Post-Romantic Stress Disorder is another example: almost inevitably, sometime in the next six months you will find yourself reading (or flicking past) a feature based on John Bradshaw’s book of this title, which argues that 40 per cent of perfectly good relationships are jettisoned because of unrealistic expectations of enduring romance, and that this failure to recognise unlovely reality should be treated as a serious psychological disorder.

Then there are the books that don’t need any publicist’s help: they just intrigue. Tory MEP Struan Stevenson on Life With the Mojahedin, out in June from Birlinn: what on earth, you wonder, has he been up to there? Did you know that 130,000 members of the PMOI, the Iranian opposition group, Stevenson was studying have been executed? Me neither.

Or again: can you follow Nobel-winning physicist Frank Wilczek’s arguments in A Beautiful Question (Allen Lane) that beauty is the fundamental organising principle of the universe? How did gangsters nearly wreck Manchester’s nightlife, and what has David Peace to say about Goth clubs in Leeds? (Answers in Mirrorballs and Wonderwalls, Hacienda DJ Dave Haslam’s book on British nightclubbing.) Nightclubbing, exiled Iranians, and the secrets of the universe all within just a few pages of each other: I hope I’m at least hinting why publishers’ catalogues might appeal.

One last reason. They give the first glimpse of new ideas, new projects, even new imprints. In Birlinn’s case, it means the first view of their new Birlinn Children’s imprint, which gets underway in the late spring and summer with two books that draw heavily on JM Barrie and Peter Pan, and link up with the restoration of Moat Brae House in Dumfries.

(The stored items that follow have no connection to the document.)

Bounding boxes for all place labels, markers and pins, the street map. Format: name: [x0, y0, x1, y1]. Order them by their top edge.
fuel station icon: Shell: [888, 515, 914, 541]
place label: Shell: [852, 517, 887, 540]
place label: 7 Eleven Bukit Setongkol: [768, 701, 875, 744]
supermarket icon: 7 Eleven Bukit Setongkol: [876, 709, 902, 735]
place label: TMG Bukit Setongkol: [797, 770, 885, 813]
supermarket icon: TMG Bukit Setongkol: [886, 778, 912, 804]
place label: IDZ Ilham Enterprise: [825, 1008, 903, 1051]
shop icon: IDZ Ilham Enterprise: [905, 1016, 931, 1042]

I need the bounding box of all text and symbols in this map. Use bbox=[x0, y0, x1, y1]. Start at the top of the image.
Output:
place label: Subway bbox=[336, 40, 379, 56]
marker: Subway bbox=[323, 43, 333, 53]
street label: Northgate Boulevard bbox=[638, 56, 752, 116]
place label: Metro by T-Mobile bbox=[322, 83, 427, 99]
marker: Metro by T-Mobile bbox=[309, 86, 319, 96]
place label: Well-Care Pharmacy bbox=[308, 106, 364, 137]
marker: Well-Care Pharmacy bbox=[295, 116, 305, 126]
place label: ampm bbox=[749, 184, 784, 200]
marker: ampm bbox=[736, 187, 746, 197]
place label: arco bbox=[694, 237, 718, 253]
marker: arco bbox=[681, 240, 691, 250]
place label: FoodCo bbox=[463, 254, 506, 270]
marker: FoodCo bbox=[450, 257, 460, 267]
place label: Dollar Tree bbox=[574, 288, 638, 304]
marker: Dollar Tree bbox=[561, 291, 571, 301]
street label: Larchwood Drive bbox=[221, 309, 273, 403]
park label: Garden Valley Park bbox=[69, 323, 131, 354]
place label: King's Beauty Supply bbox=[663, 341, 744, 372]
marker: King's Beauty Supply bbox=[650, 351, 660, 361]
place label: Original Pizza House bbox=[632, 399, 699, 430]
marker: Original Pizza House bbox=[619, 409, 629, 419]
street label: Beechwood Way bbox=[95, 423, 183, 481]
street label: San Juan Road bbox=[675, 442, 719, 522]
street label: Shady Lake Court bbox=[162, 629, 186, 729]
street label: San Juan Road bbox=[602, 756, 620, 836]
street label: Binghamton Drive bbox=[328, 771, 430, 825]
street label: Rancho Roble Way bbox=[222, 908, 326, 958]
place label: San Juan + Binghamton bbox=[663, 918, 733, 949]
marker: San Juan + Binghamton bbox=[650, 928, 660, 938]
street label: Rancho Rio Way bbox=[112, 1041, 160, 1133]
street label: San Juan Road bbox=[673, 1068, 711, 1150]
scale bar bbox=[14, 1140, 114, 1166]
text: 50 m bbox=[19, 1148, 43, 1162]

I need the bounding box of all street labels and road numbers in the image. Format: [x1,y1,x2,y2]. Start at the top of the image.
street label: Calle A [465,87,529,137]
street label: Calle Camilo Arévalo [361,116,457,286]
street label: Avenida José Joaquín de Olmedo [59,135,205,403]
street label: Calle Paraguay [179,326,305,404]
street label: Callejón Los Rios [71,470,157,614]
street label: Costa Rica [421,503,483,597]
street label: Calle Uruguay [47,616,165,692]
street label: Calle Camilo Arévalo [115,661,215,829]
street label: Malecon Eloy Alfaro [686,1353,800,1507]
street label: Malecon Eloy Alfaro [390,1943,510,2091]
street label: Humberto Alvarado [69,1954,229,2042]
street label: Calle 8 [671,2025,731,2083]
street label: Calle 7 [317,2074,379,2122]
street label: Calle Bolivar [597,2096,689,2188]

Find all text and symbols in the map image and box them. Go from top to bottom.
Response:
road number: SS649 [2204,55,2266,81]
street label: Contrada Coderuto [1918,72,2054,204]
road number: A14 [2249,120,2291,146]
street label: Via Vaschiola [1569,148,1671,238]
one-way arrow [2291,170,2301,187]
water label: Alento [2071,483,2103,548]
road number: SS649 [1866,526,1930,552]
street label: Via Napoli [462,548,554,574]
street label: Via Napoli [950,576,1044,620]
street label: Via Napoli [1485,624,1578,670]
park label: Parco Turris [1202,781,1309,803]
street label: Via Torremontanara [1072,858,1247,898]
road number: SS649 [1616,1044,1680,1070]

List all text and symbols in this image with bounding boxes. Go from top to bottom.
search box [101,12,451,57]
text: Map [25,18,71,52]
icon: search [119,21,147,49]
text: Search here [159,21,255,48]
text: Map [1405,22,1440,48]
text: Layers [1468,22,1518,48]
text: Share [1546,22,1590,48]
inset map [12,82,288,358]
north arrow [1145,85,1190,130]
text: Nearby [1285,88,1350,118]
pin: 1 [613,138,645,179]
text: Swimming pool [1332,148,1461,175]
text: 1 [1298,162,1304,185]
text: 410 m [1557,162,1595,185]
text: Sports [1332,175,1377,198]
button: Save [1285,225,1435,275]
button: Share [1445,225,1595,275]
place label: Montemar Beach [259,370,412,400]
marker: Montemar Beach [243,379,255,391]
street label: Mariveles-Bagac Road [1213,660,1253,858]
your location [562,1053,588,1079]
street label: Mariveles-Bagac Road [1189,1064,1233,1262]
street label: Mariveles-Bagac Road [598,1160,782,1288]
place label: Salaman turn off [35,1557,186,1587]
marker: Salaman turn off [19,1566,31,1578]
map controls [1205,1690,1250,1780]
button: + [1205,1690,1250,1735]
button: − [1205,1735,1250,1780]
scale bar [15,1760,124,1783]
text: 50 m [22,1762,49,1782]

It was in the gardens of this house – which a local trust has saved from destruction and hopes to open as Scotland’s Centre for Children’s Literature – that JM Barrie spent the happiest days of his life. After studying at Dumfries Academy just around the corner, he’d go to his friend’s house to play. “As night began to fall,” he wrote, “certain young mathematicians shed their triangles, crept up walls and down trees, and became pirates in a sort of Odyssey that was long afterwards to become the play of Peter Pan. For our escapades in a certain Dumfries Garden, which is enchanted land to me, were certainly the genesis of that nefarious work.”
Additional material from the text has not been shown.